= List of journalists killed during the Syrian civil war =

The journalists killed during the Syrian Civil War refers to the foreign war correspondents, Syrian professional journalists (including those who work for pro-government media outlets), and Syrian citizen journalists (including those who work for opposition forces) killed since the beginning of the civil war in 2011 and who have died as a result of their reporting.

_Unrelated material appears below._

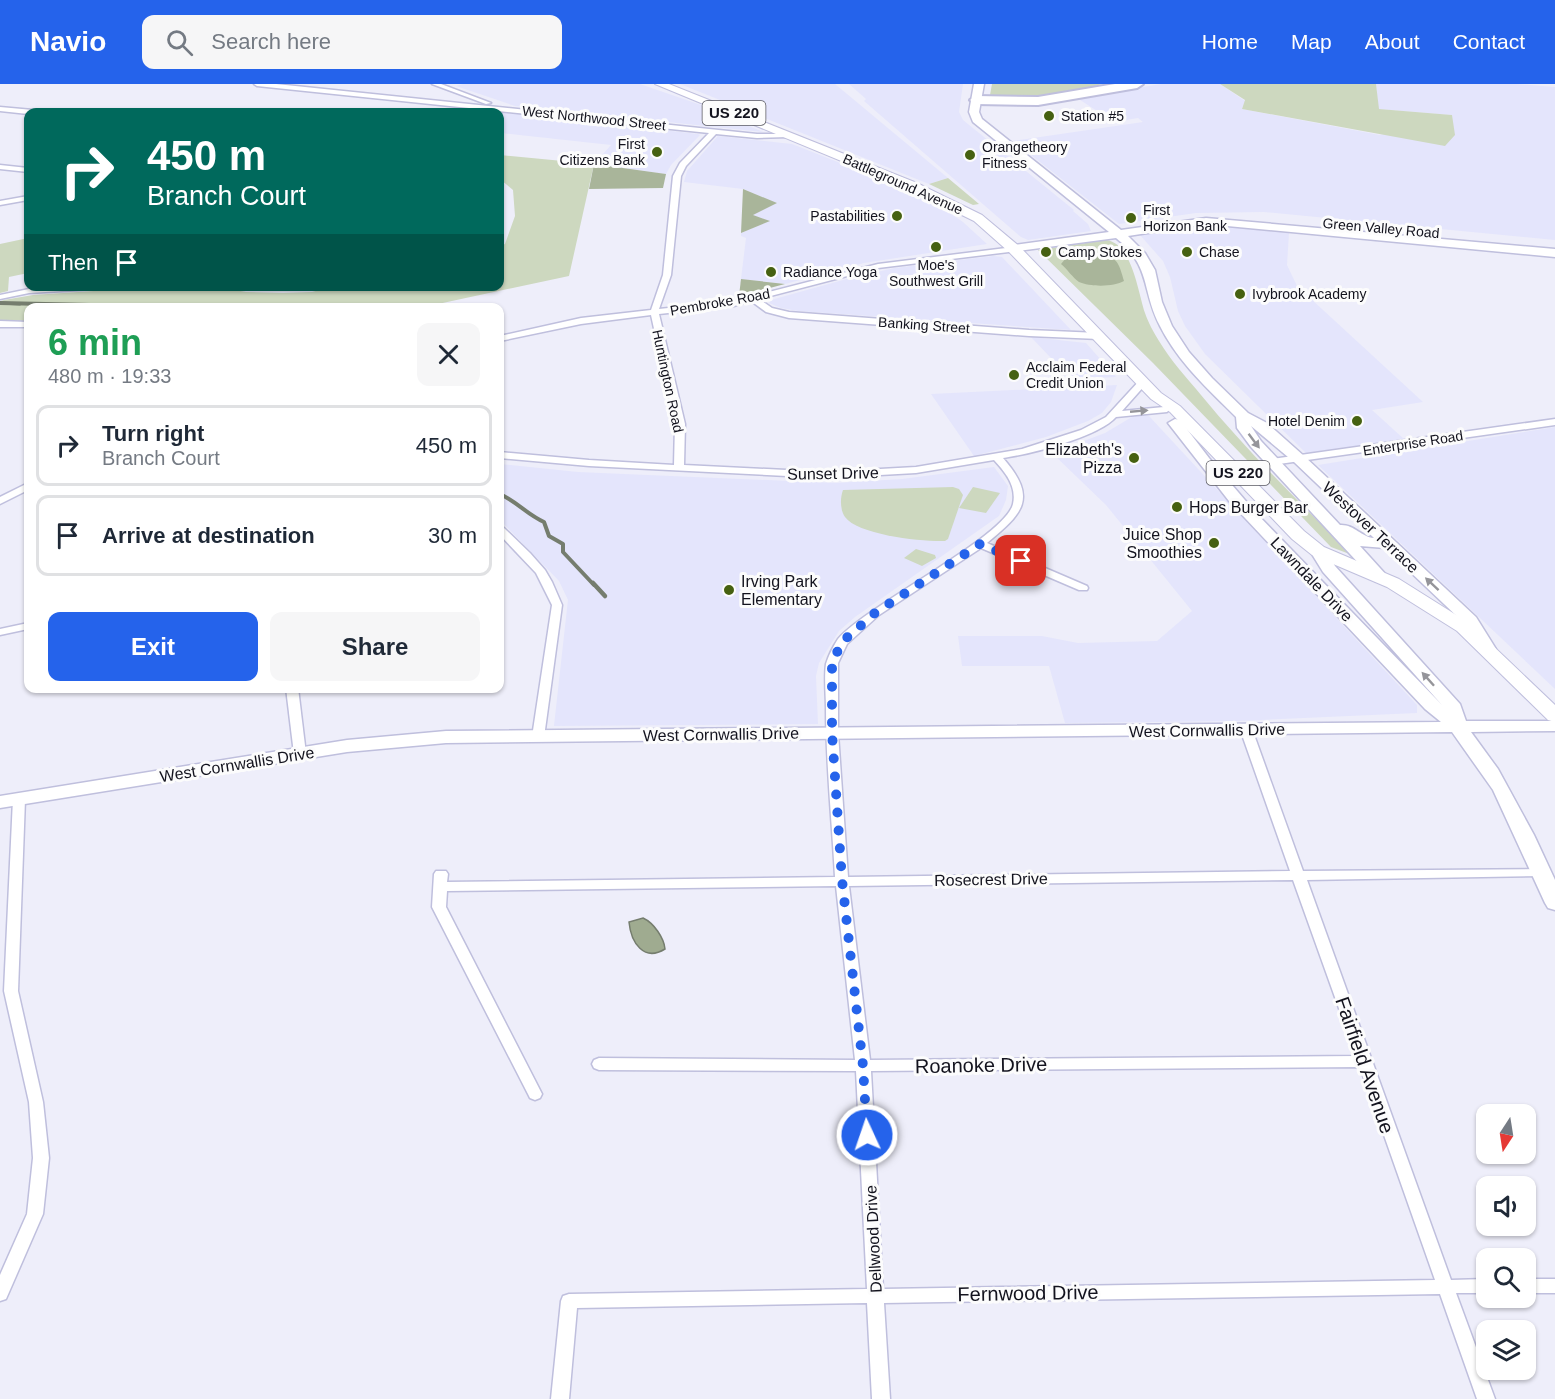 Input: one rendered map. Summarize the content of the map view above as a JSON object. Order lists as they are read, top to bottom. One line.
{"streets":{"main road":["US 220","Battleground Avenue","Green Valley Road","Pembroke Road","Westover Terrace","Lawndale Drive","West Cornwallis Drive"],"street":["West Northwood Street","Banking Street","Huntington Road","Enterprise Road","Sunset Drive","Rosecrest Drive","Roanoke Drive","Fairfield Avenue","Dellwood Drive","Fernwood Drive"]},"crossings":[["West Northwood Street","Battleground Avenue"],["West Northwood Street","Huntington Road"],["Battleground Avenue","Pembroke Road"],["Battleground Avenue","Banking Street"],["Battleground Avenue","Sunset Drive"],["Battleground Avenue","Westover Terrace"],["Battleground Avenue","Lawndale Drive"],["Green Valley Road","Pembroke Road"],["Green Valley Road","Westover Terrace"],["Pembroke Road","Banking Street"],["Pembroke Road","Huntington Road"],["Pembroke Road","Westover Terrace"],["Huntington Road","Sunset Drive"],["Enterprise Road","Westover Terrace"],["Sunset Drive","Dellwood Drive"],["Lawndale Drive","West Cornwallis Drive"],["Lawndale Drive","Rosecrest Drive"],["West Cornwallis Drive","Fairfield Avenue"],["West Cornwallis Drive","Dellwood Drive"],["Rosecrest Drive","Fairfield Avenue"],["Rosecrest Drive","Dellwood Drive"],["Roanoke Drive","Fairfield Avenue"],["Roanoke Drive","Dellwood Drive"],["Fairfield Avenue","Fernwood Drive"],["Dellwood Drive","Fernwood Drive"]],"places":["Station #5","First Citizens Bank","Orangetheory Fitness","Pastabilities","First Horizon Bank","Moe's Southwest Grill","Camp Stokes","Chase","Radiance Yoga","Ivybrook Academy","Acclaim Federal Credit Union","Hotel Denim","Elizabeth's Pizza","Hops Burger Bar","Juice Shop Smoothies","Irving Park Elementary"],"north":"bottom","page":{"header":"Navio","search":"Search here","nav":["Home","Map","About","Contact"],"turn":["450 m","Branch Court"],"then":"Then","heading":["6 min","480 m · 19:33"],"list":[{"name":"Turn right","note":"Branch Court","value":"450 m"},{"name":"Arrive at destination","value":"30 m"}],"buttons":["Exit","Share"]}}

Also included in a separate form are those journalists whose whereabouts are unknown or whose disappearance is a result of their reporting and the period of their disappearance, including those cases where it is unknown as to whether or not they are casualties.

The Doha Centre for Media Freedom has documented 110 professional or citizen journalists who have died during the Syrian civil war. The Syrian Journalists' Association has documented 153 journalists killed since the uprising and throughout the civil war, and 15 in March 2013. As of March 2013, the United Nations estimated that 70,000 people have been killed during the Syrian civil war.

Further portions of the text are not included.